La désobéissance d’Ayaan et sa rupture avec la famille est l’acte qui négativise le lien positif, organique, déterministe, entre universel et particulier. Elle s’arrache à l’ontologie familiale. Il en résulte un décalage entre le sujet et la culture particulière à laquelle il appartient, un espace vide par lequel tout sujet échappe au déterminisme culturel. Cette marge de non-appartenance détotalise la culture originaire et déplace le sujet – opération indispensable à ce qu’il ne soit pas réduit à la condition d’alvéole et, dans le cas d’une femme, qu’elle ne soit pas confinée à la sphère privée et domestique de la ruche. Grâce à ce déplacement de l’identité, le sujet peut accéder à un plan au-delà du particulier culturel, soit à l’universel de la loi. L’universel dont il s’agit ici, ce n’est pas l’univers-cosmos des ontologies archaïques et traditionnelles, mais l’universel négatif, vide de contenu, dépouillé de substance. L’universel négatif a une double dimension. La première est son action négativisante sur l’être, qui lui enlève toute substance, en fait un cogito, un être de pure raison, un sujet. La seconde est le défaut que l’universel porte en lui-même : l’universel négatif est une structure trouée, une totalité manquée. Pour parler comme Lacan, on dira que la première dimension de l’universel négatif est celle du symbolique qui annule la chose dans le réel pour l’élever à la condition de signifiant. Cela s’écrit A, le mathème de l’Autre (la structure qua combinatoire signifiante); la seconde dimension, qui considère l’inconsistance du symbolique et sa déhiscence sur le réel, s’écrit grand A barré, l’Autre troué.

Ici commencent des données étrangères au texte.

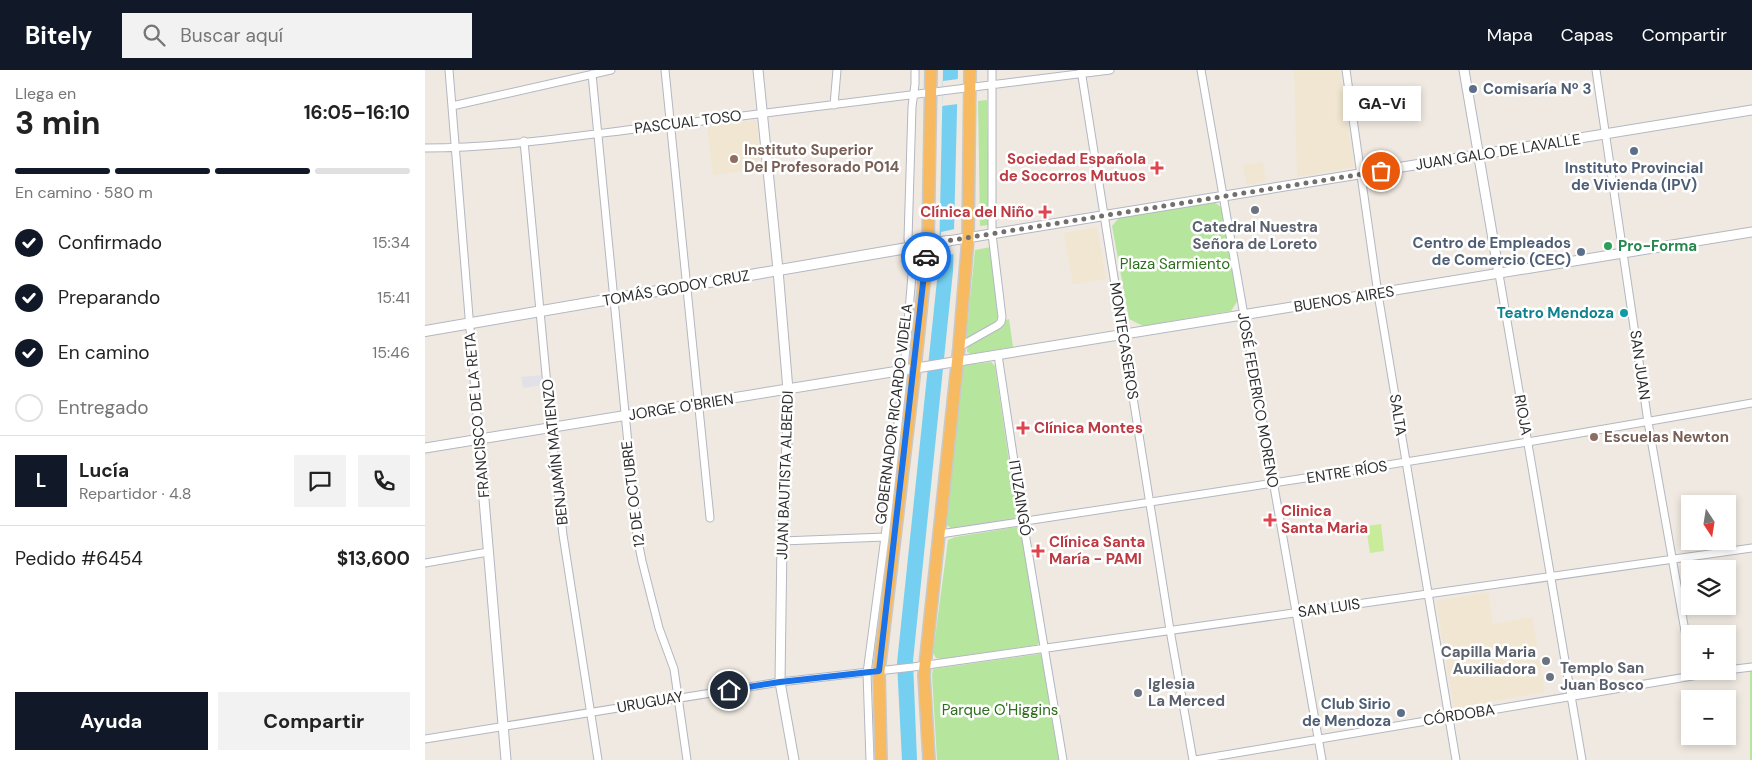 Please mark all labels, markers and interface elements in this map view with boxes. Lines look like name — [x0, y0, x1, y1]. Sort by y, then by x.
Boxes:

L’inflexion que la pensée de Lacan subit à partir de 1960, lorsqu’il déplace l’accent du symbolique vers le réel, fournit un modèle pour approcher les deux dimensions de l’universel négatif. La première dimension, A, est le lot de toute culture, puisqu’il s’agit d’une constante anthropologique qui dérive du langage. Mais la seconde dimension, l’Autre barré, est le trait fondamental qui spécifie les sociétés modernes. La définition de l’universel négatif en tant que totalité manquée a comme référence l’univers aplati et infini, issu de la révolution scientifique du XVIIème siècle. Cet univers, qui a rendu obsolète la conception préscientifique du cosmos substantiel, hiérarchique et clos, est la condition épistémologique de la possibilité des Droits de l’Homme et de la citoyenneté. Le sujet y est perçu dans sa singularité radicale comme ayant des droits inaliénables, indépendamment des contingences qui ont dicté son appartenance à une culture, une ethnie, une religion ou un genre. Ces Droits sont inconditionnels, au sens de Kant. Ils concernent un sujet déraciné, pris dans la seule condition, radicalement impersonnelle, d’être humain. Mais ils tiennent compte aussi de ce qu’il y a dans le sujet d’indéracinable, c’est-à-dire ce qui fait la qualité unique du sujet et constitue la singularité de son désir. Aussi, Jean-Gérard Lapacherie, appelle-t-il l’universel négatif, l’universel singulier : c’est parce que tout sujet est subsumé dans la catégorie purement logique d’être humain qu’il a le droit de jouir de ce qui relève de ce que Kant appelait les inclinations pathologiques et Lacan le fantasme : une perspective sur le monde, des opinions politiques, des croyances religieuses, une orientation sexuelle, des amours, des biens.

La première partie du livre raconte, donc, l’impact de la modernisation sur la société clanique somalienne et la société tribale kényane. Or, modernisation implique, avant tout, migration et installation de populations rurales ou nomades en milieu urbain. À Mogadishu, Ayaan, encore enfant, a témoigné de l’ineptie et du ressentiment des gens du désert (les Miyé) dans la ville, plus tard retrouvés chez les immigrants en Hollande. La modernisation était accélérée par le régime prosoviétique de Siad Barré. Ayaan a fait l’expérience d’une école et d’une éducation au service d’un régime qui voulait supprimer le système clanique pour le remplacer par la nation somalienne, entité abstraite dont le président était l’émanation personnelle. Les Somaliens étaient censés substituer leur loyauté au clan, par la loyauté au président et au régime communiste. À l’école, la petite Ayaan était prise entre une prohibition familiale et une norme étatique : forcée de chanter l’hymne national, elle se culpabilisait de trahir ses parents qui, étant des dissidents du régime, lui avaient formellement interdit de le faire.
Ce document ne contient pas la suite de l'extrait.